[jira] [Updated] (SPARK-33519) Batch UDF in scala

Gaetan (Jira) Mon, 23 Nov 2020 10:41:36 -0800


     [ 
https://issues.apache.org/jira/browse/SPARK-33519?page=com.atlassian.jira.plugin.system.issuetabpanels:all-tabpanel
 ]


Gaetan updated SPARK-33519:
---------------------------
    Description: 
Hello,

Contrary to Python, there is only one type of Scala UDF, that let us define a 
Scala function to apply on a set of Column and which is called +for each row+. 
One advantage of Scala UDF over mapPartitions is that Catalyst is able to see 
what are the inputs which are then used for column pruning, predicate pushdown 
and other optimization rules. But in some use cases, there can be a setup phase 
that we only want to execute once per worker right before processing inputs. 
For such use cases, Scala UDF is not well suited and mapPartitions is used 
instead like this:

 
{code:java}
ds.mapPartitions(
  it => {
    setup()
    process(it)
  }
){code}
After having looked at the code, I figured that Python UDF are implemented via 
query plans that retrieve a RDD via their children and that call mapPartitions 
of that RDD to work with batches of inputs. These query plans are generated by 
Catalyst by extracting Python UDFs (rule ExtractPythonUDFs).

-------------

*Implementation details*:

1. we could implement a new Expression ScalaBatchUDF and add a boolean isBatch 
to Expression that tells whether an Expression is batch or not. SparkPlan 
SelectExec, FilterExec (and probably more) would be modified to handle batch 
Expression:
 * Generated code would include code that call batch Expression with batch of 
inputs instead of one single input.
 * doExecute() method will call batch Expression with batch of inputs instead 
of one single input.

A SparkPlan could be composed of "single" Expressions and batch expressions. It 
is a first idea that would need to be refined.

2. Another solution could also be to do as for Python UDFs: a batch UDF, 
implemented as Expression, is extracted from the query plan it belongs to and 
transformed into a query plan ScalaBatchUDFExec (which become child of the 
query plan that the batch UDF belongs to).

What do you think ?

-------------

Here is a very small description of *one of our use cases of Spark* that could 
greatly benefit from Scala batch UDFs:

We are using Spark to distribute some computation run in C#. To do so, we call 
the method mapPartitions of the DataFrame that represents our data. Inside 
mapPartitions, we:
 * First connect to the C# process
 * Then iterate over the inputs by sending each input to the C# process and by 
getting back the results.

The use of mapPartitions was motivated by the setup (connection to the C# 
process) that happens for each partition.

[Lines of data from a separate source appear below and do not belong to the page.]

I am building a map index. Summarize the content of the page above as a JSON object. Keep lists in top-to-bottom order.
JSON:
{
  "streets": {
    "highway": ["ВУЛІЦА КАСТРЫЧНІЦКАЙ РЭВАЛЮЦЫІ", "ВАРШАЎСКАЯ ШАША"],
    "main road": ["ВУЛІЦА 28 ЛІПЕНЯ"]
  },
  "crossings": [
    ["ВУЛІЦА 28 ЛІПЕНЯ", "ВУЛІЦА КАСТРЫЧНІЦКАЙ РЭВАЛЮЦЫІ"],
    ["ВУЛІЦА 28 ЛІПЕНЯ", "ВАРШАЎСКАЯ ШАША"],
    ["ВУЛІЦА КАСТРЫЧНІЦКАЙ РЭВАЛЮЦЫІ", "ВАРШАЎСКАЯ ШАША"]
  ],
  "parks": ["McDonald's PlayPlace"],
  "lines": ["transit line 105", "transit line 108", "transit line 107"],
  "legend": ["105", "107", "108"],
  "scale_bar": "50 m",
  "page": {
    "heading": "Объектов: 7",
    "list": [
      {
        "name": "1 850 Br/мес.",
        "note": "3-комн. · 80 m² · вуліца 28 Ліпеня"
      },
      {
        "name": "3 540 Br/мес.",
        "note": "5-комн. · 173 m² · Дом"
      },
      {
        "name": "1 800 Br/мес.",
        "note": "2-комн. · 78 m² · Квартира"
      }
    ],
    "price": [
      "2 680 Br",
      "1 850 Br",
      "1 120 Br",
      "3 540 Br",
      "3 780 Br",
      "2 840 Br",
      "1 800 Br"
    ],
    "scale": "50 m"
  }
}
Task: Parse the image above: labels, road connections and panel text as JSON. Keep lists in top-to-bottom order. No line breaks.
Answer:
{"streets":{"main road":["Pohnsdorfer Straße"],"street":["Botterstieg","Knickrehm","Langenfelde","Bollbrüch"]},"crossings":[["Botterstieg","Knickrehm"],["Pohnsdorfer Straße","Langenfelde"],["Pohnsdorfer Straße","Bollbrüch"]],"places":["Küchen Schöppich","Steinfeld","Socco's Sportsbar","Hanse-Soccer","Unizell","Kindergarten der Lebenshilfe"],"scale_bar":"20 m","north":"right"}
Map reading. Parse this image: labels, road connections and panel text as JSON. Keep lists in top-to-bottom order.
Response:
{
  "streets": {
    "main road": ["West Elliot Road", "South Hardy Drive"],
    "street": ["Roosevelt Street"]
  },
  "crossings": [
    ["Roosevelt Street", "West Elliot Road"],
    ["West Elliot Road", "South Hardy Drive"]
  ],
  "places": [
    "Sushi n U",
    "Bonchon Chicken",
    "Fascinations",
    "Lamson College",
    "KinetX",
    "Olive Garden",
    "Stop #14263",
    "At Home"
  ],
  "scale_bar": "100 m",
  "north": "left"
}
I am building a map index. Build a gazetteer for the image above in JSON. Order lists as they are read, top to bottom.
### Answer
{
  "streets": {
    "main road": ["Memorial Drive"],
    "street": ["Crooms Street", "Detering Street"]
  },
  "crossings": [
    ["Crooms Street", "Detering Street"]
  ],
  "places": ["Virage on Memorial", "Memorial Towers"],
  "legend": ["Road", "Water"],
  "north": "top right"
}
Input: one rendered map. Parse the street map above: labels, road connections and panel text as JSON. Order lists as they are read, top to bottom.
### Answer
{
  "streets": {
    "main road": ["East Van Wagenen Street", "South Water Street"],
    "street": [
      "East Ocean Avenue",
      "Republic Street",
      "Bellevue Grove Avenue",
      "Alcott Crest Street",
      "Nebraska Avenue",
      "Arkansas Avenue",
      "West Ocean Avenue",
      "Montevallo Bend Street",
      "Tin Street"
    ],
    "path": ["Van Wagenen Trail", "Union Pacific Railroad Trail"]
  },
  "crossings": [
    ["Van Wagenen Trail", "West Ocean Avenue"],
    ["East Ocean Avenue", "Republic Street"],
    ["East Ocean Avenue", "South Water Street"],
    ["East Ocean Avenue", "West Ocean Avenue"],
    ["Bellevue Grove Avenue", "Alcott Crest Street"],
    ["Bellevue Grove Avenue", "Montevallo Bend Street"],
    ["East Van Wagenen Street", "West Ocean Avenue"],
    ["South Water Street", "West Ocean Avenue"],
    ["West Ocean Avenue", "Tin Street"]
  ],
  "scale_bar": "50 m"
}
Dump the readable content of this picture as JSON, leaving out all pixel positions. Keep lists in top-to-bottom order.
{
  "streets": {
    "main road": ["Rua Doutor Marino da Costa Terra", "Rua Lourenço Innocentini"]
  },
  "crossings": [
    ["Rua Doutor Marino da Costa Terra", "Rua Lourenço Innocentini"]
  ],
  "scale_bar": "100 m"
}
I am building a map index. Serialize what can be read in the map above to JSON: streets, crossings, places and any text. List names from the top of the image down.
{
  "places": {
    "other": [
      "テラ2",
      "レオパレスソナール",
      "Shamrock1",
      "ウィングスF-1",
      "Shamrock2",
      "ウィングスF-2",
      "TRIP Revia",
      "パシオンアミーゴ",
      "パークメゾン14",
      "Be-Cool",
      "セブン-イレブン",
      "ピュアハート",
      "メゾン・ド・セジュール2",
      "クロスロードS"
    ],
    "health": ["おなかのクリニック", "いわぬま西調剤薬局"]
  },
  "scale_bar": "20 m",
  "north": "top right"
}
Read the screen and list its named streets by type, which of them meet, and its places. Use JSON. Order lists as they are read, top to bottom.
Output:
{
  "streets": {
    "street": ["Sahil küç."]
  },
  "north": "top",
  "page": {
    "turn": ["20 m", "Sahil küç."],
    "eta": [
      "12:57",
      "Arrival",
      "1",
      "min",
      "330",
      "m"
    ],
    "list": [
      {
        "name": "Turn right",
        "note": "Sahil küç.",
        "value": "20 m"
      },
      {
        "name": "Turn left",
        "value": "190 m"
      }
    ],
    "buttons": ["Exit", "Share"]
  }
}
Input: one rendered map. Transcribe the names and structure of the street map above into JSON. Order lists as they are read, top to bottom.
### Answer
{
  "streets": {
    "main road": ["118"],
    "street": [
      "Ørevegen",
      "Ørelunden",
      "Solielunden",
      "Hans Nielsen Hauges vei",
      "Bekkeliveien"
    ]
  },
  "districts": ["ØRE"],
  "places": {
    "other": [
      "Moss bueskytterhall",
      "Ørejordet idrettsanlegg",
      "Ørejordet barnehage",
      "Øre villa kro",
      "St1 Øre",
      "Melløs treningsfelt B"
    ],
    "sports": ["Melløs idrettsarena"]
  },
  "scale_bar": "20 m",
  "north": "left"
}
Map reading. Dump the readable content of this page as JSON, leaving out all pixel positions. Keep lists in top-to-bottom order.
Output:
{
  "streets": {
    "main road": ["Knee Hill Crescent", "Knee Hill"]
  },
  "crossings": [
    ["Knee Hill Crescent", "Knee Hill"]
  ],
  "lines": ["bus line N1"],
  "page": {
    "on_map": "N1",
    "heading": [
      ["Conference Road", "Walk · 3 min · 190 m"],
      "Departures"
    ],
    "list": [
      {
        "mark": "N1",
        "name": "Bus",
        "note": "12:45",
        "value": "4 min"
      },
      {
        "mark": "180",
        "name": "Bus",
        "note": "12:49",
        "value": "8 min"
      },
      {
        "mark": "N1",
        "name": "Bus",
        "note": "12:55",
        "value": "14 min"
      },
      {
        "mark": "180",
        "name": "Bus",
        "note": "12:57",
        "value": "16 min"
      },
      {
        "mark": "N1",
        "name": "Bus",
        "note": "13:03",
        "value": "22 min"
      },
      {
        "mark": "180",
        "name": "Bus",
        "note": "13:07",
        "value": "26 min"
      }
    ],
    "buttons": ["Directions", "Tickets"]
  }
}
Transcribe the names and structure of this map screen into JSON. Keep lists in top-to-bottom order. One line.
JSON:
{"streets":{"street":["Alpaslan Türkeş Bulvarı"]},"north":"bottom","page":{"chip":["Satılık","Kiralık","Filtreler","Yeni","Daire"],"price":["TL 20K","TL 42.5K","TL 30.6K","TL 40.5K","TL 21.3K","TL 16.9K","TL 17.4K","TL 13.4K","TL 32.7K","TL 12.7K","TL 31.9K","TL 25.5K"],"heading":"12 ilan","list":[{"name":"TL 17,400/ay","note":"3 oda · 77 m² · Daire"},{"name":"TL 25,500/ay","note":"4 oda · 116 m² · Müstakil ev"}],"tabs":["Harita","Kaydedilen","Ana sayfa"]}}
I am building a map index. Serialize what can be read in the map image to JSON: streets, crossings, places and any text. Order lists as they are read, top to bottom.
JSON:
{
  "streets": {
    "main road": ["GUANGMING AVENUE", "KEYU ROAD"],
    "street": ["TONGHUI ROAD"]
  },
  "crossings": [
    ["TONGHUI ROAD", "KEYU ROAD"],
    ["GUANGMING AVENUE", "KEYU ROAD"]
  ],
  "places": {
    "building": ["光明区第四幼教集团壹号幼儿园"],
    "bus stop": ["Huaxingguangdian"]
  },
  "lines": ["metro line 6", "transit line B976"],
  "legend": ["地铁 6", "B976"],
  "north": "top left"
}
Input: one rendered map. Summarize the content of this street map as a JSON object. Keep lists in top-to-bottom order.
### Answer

Now that we have a first working version, we would like to improve it by 
limiting the columns to read. We don't want to select columns that are required 
by our computation right before the mapPartitions because it would result in 
filtering out columns that could be required by other transformations in the 
workflow. Instead, we would like to take advantage of Catalyst for column 
pruning, predict pushdowns and other optimization rules. Using a Scala UDF to 
replace the mapPartitions would not be efficient because we would connect to 
the C# process for each row. An alternative would be a Scala "batch" UDF which 
would be applied on the columns that are needed for our computation, to take 
advantage of Catalyst and its optimizing rules, and which input would be an 
iterator like mapPartitions. 

  was:
Hello,

Contrary to Python, there is only one type of Scala UDF, that let us define a 
Scala function to apply on a set of Column and which is called +for each row+. 
One advantage of Scala UDF over mapPartitions is that Catalyst is able to see 
what are the inputs which are then used for column pruning, predicate pushdown 
and other optimization rules. But in some use cases, there can be a setup phase 
that we only want to execute once per worker right before processing inputs. 
For such use cases, Scala UDF is not well suited and mapPartitions is used 
instead like this:

 
{code:java}
ds.mapPartitions(
  it => {
    setup()
    process(it)
  }
){code}
After having looked at the code, I figured that Python UDF are implemented via 
query plans that retrieve a RDD via their children and that call mapPartitions 
of that RDD to work with batches of inputs. These query plans are generated by 
Catalyst by extracting Python UDFs (rule ExtractPythonUDFs).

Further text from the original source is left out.